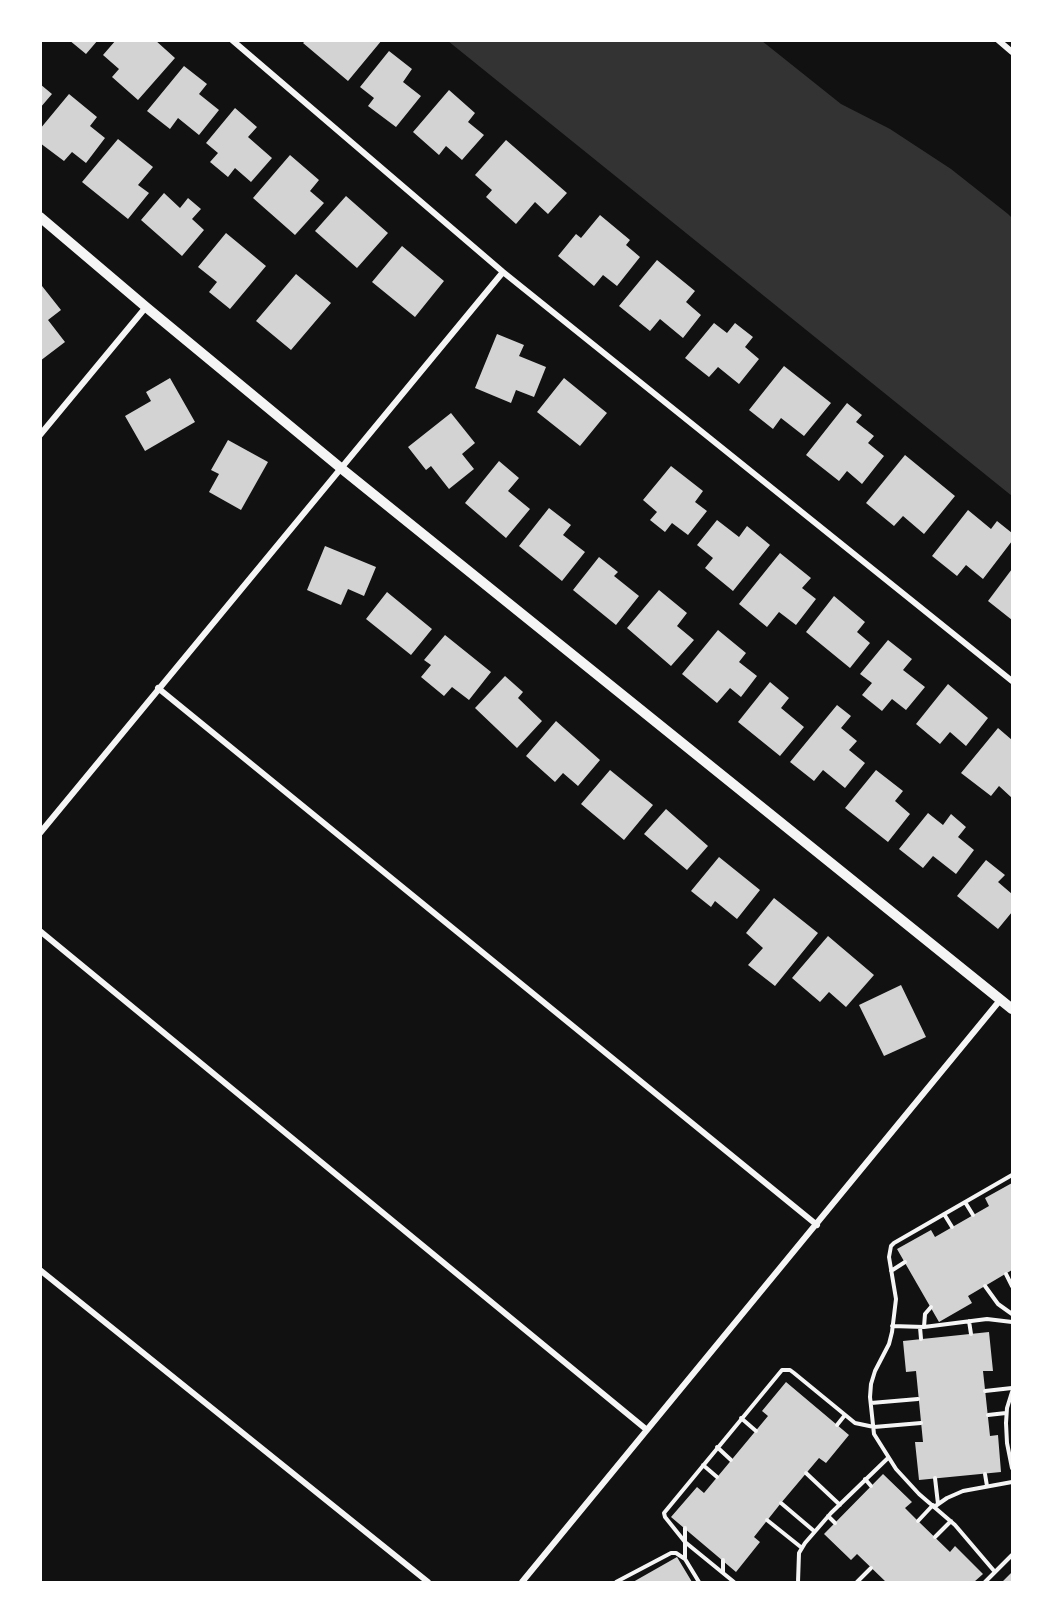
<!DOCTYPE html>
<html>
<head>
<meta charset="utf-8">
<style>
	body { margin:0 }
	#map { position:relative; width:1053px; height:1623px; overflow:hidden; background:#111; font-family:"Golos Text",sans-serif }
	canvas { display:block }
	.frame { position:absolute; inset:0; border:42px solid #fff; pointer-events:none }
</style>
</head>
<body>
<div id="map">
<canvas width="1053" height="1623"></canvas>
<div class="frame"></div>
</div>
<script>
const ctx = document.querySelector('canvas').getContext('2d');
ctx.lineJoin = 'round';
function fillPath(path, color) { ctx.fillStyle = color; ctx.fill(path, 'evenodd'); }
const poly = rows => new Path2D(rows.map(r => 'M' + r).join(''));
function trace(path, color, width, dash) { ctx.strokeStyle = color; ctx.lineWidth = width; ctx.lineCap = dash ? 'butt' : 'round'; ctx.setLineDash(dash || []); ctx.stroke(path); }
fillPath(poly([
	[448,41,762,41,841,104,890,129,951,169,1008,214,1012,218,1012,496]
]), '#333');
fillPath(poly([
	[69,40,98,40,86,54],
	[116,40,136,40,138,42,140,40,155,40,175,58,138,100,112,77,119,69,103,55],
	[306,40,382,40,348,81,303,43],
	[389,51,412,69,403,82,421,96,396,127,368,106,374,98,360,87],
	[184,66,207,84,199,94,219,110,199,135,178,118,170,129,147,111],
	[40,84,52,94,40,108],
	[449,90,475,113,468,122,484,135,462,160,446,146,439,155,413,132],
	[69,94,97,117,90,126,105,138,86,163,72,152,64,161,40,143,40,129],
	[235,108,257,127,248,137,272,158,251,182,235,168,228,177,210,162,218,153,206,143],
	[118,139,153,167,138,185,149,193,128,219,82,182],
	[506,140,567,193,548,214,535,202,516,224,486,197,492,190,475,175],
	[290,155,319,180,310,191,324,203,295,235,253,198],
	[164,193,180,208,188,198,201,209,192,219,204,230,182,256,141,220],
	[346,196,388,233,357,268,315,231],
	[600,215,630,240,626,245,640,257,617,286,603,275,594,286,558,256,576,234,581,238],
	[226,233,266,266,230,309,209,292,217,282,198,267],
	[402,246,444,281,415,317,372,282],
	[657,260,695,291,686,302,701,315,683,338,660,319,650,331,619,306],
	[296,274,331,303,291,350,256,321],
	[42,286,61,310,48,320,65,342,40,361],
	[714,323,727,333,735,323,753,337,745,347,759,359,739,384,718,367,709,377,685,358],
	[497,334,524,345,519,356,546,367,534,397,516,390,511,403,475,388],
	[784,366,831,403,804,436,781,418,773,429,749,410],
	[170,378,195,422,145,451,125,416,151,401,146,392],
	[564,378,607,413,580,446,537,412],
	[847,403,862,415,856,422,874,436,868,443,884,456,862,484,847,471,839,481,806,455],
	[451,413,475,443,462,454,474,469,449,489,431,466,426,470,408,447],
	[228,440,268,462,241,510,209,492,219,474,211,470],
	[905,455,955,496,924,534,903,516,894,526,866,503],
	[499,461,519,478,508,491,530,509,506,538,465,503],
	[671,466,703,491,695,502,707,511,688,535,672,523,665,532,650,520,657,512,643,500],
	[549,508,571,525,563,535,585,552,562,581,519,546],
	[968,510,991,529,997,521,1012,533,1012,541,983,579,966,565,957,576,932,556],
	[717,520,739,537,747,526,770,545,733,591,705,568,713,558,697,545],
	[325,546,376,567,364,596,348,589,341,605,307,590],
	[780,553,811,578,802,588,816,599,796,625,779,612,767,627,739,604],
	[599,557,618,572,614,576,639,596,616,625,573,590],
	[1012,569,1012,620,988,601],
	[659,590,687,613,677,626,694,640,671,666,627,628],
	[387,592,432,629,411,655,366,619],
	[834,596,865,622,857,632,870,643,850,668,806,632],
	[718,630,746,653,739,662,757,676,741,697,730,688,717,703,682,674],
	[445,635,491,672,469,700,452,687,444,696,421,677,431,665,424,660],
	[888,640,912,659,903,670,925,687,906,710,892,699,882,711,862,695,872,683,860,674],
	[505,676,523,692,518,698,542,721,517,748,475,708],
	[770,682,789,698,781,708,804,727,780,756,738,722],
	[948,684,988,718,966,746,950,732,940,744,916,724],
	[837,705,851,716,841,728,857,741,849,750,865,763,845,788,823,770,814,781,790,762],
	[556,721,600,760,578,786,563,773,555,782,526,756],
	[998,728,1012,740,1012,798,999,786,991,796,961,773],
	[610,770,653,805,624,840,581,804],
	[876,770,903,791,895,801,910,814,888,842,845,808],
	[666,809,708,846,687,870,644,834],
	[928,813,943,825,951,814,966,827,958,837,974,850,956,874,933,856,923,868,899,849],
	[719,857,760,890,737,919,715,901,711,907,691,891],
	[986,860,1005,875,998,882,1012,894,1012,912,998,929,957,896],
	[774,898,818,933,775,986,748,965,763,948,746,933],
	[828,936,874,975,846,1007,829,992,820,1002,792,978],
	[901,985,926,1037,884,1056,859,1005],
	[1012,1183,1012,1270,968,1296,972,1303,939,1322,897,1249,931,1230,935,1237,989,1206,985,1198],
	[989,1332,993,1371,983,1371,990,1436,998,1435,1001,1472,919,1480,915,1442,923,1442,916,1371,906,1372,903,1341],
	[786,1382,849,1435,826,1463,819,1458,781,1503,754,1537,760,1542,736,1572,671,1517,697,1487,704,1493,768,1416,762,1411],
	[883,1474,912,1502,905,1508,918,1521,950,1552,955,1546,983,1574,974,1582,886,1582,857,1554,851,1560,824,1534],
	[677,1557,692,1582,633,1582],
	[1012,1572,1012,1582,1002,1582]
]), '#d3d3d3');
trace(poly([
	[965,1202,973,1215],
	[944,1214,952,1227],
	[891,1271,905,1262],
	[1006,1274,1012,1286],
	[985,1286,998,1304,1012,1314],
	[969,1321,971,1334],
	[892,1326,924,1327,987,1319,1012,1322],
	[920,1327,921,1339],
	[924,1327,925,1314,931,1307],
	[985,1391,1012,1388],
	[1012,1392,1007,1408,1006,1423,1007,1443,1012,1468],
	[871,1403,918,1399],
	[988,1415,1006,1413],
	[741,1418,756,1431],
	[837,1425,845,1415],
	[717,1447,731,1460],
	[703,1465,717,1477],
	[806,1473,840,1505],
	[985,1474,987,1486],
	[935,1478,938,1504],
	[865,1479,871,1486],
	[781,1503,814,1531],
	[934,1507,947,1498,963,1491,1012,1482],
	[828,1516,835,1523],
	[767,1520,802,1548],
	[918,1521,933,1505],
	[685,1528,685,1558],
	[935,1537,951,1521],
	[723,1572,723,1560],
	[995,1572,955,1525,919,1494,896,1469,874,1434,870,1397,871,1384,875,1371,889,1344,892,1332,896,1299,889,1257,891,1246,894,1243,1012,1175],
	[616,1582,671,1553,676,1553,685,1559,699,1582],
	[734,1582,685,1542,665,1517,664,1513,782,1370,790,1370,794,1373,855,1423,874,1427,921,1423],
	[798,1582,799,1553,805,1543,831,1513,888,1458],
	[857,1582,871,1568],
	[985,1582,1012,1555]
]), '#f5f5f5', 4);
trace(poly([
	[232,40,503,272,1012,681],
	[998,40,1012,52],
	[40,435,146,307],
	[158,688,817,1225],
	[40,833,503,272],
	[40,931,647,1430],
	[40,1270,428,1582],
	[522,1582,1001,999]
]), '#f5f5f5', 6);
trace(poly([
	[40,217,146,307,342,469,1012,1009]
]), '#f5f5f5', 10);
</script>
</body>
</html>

+-------+

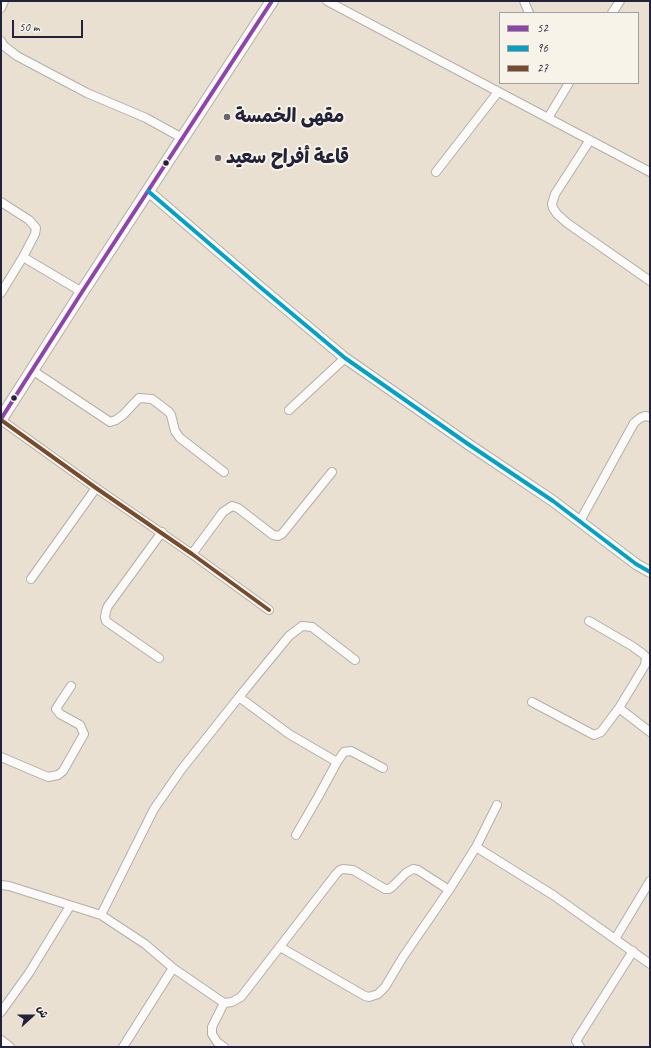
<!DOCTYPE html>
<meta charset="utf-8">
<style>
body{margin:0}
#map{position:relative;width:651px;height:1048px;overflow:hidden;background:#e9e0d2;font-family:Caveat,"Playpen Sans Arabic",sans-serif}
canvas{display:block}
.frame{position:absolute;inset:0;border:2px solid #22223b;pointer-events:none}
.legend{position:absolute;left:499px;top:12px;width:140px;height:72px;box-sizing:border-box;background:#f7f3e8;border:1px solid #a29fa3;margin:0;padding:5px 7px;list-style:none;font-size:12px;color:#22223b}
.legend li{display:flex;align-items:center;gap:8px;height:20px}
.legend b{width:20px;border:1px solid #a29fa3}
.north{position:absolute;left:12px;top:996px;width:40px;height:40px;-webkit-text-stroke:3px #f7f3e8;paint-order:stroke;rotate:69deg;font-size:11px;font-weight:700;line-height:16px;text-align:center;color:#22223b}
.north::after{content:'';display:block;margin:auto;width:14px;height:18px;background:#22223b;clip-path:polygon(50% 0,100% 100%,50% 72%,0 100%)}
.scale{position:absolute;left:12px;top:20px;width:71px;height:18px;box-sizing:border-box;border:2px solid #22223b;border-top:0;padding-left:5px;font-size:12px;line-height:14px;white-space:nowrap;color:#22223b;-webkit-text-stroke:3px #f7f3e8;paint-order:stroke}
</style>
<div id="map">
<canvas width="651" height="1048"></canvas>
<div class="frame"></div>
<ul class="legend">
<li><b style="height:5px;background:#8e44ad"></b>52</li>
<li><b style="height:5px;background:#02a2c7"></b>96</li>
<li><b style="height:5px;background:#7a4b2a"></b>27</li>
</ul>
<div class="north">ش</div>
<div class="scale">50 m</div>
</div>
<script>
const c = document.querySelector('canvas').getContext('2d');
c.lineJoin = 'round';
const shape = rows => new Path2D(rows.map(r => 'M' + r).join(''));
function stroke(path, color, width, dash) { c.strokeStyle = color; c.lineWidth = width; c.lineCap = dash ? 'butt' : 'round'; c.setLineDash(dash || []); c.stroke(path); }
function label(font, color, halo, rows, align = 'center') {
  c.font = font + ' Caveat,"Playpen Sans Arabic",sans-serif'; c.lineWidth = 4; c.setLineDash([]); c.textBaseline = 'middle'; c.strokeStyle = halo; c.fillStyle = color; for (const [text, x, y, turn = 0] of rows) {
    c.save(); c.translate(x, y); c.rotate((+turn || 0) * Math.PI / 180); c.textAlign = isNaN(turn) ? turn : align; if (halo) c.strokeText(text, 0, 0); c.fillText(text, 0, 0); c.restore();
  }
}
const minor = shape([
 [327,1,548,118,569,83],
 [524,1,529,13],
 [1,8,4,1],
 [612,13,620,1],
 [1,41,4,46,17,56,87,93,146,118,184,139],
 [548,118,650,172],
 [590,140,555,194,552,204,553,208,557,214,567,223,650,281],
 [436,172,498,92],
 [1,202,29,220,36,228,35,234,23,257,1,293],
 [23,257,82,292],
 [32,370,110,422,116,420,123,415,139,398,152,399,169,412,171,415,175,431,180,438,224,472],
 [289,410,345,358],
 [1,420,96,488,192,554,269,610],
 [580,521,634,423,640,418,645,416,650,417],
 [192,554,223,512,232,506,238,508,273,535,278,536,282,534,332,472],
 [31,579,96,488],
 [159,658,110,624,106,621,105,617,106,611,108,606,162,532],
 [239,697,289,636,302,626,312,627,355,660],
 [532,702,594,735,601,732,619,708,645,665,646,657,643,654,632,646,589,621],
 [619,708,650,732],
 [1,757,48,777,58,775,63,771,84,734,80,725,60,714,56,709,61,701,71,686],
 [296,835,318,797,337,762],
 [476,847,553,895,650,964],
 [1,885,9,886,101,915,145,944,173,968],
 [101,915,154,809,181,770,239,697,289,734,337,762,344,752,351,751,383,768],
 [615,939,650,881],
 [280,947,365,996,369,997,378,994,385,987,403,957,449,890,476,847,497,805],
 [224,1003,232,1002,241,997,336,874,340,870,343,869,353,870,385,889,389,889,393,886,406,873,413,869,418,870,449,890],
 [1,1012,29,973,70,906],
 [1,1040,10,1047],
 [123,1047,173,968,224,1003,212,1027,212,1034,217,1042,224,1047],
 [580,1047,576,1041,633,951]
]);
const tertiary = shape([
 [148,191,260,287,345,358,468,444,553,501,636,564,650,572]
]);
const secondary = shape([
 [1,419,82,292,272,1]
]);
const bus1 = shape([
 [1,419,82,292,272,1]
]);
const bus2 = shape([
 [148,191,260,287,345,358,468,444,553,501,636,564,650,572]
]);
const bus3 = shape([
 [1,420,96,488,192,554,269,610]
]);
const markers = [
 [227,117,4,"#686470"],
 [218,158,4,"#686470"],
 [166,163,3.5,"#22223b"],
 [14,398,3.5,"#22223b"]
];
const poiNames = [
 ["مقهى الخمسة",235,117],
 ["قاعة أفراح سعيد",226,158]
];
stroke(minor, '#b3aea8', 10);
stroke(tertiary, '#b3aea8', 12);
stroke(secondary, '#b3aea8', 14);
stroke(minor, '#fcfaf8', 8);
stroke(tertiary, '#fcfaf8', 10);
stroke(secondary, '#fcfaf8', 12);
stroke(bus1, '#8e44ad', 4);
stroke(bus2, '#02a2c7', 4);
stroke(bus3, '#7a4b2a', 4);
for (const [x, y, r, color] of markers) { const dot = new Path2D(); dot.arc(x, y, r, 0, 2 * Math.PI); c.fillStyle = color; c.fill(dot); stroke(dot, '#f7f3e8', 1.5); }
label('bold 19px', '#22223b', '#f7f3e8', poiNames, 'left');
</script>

+-------+

§ **The problem**
From the listing, reproduce every line where the word "querySelector" is present.

§ **Output below**
const ctx = document.querySelector('canvas').getContext('2d');
const c = document.querySelector('canvas').getContext('2d');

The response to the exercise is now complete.